Obama hasn't asked for any earmarks this year as he and Democratic rival Hillary Rodham Clinton manuevered on the issue. Last year, he asked for $311 million worth, about $24 worth for every Illinoisan.
For his part, McCain doesn't seek pork projects.
Budget watchdogs allied with McCain have annually railed against Stevens, Alaska's senior senator, and his state's addiction to earmarks, those locally popular pet projects added to the federal budget by senators and House members. McCain and Stevens are not friends, and the two men have openly clashed on the Senate floor over earmarks.
In addition Palin's requests on behalf of the state government this year, 124 public and private entities in Alaska have asked Stevens for earmarks this year.
In her earlier political career as mayor of Wasilla, Palin hired a private lobbyist to help the tiny town secure earmarks from Stevens, entering Washington's "pay to play" culture in which lobbyists, campaign contributions and lawmakers are intertwined.
The town obtained 14 earmarks, totaling $27 million between 2000-2003, according to data compiled by Taxpayers for Common Sense.
Federal lobbying records show that Wasilla hired the firm of Robertson, Monagle & Eastaugh in 2000 to arrange "funding of city projects." The signature on the registration form is that of Steven W. Silver, a former top aide to Stevens, who chaired the Senate Appropriations Committee on and off between 1997 and 2005.
The firm initially was paid $24,000 a year, an amount that increased to $36,000 in 2001. The firm has continued to work for the town government since Palin left as mayor in 2002. Silver gave $2,000 to Stevens' Northern Lights political action committee in 1999, according to federal records.
Stevens was indicted in July for failing to disclose $250,000 in gifts from VECO Corp., an Alaskan oil services company.
At the same time, Palin's campaign trail braggadocio last week that she told Washington "'thanks but no thanks' on that Bridge to Nowhere" didn't tell the whole story.
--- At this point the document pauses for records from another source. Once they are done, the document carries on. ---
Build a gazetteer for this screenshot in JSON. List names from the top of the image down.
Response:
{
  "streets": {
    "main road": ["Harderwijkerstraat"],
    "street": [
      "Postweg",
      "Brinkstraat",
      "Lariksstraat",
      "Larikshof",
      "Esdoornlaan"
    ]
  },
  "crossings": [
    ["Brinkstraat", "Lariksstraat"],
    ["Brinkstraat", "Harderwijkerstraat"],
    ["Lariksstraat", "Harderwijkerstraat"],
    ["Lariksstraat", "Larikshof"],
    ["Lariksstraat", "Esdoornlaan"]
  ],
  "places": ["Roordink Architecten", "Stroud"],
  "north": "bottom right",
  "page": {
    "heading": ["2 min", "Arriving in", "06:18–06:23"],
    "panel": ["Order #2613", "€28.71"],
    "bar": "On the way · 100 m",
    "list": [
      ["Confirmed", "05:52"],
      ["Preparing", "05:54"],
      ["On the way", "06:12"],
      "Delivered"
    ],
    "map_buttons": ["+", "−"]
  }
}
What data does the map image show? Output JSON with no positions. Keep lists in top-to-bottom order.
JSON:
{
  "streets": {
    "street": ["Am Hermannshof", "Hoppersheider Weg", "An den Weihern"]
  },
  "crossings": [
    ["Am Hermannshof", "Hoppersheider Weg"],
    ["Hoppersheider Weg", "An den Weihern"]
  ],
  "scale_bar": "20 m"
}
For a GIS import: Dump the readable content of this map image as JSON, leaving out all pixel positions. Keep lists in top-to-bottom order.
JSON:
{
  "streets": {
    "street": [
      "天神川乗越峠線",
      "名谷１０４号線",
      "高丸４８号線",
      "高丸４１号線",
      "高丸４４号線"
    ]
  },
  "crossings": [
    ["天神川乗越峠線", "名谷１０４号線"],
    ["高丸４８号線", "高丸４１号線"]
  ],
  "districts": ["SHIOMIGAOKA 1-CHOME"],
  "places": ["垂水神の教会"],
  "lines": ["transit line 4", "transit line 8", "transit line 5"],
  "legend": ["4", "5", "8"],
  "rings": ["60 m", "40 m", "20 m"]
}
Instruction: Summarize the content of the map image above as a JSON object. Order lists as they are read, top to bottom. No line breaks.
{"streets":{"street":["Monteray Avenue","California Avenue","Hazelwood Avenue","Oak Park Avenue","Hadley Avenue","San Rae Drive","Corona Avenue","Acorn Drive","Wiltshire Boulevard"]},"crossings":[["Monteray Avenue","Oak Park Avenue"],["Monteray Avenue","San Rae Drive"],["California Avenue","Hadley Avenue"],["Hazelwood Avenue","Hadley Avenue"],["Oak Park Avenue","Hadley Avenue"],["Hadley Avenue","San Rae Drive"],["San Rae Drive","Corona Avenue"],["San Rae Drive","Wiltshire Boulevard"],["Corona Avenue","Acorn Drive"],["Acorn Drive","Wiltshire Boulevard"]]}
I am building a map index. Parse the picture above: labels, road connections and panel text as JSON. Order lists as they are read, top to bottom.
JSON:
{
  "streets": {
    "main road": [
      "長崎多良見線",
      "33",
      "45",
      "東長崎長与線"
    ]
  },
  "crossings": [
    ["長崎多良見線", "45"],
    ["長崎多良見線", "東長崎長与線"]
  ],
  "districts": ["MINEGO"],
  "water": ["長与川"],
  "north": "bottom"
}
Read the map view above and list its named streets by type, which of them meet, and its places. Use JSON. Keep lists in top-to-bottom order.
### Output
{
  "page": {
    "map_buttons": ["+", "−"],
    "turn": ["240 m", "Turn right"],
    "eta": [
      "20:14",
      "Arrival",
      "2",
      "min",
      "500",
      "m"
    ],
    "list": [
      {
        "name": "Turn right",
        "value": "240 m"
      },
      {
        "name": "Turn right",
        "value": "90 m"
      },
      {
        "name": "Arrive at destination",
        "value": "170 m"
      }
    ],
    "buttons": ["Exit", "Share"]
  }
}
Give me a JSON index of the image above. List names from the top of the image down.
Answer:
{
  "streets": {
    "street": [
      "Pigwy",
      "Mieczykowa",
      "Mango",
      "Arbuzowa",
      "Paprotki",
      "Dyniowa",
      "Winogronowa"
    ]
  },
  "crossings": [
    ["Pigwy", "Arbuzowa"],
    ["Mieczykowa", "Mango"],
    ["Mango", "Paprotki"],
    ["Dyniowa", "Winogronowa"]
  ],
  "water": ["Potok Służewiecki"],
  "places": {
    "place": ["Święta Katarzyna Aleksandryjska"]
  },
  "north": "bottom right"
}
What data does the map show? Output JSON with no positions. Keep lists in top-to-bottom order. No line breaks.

In fact, Palin was for the infamous $398 million bridge — to connect the town of Ketchikan to an island with 50 residents and an airport on it — before she was against it, speaking in favor of it during her 2006 race for governor.
Alaska has become so accustomed to largess flowing from Congress through Stevens that most of Palin's earmark requests this year — such as studies of Alaskan fisheries, grants to combat drug trafficking, and rural airport upgrades — simply keep ongoing programs going. Among her requests was $150,000 to pay the travel bills of state and fisheries industry representatives on the boards that implement North Pacific fisheries agreements.
"They've definitely become addicted to earmarks," said Ellis, of Taxpayers for Common Sense. "And Gov. Palin has continued in at least some form that addiction."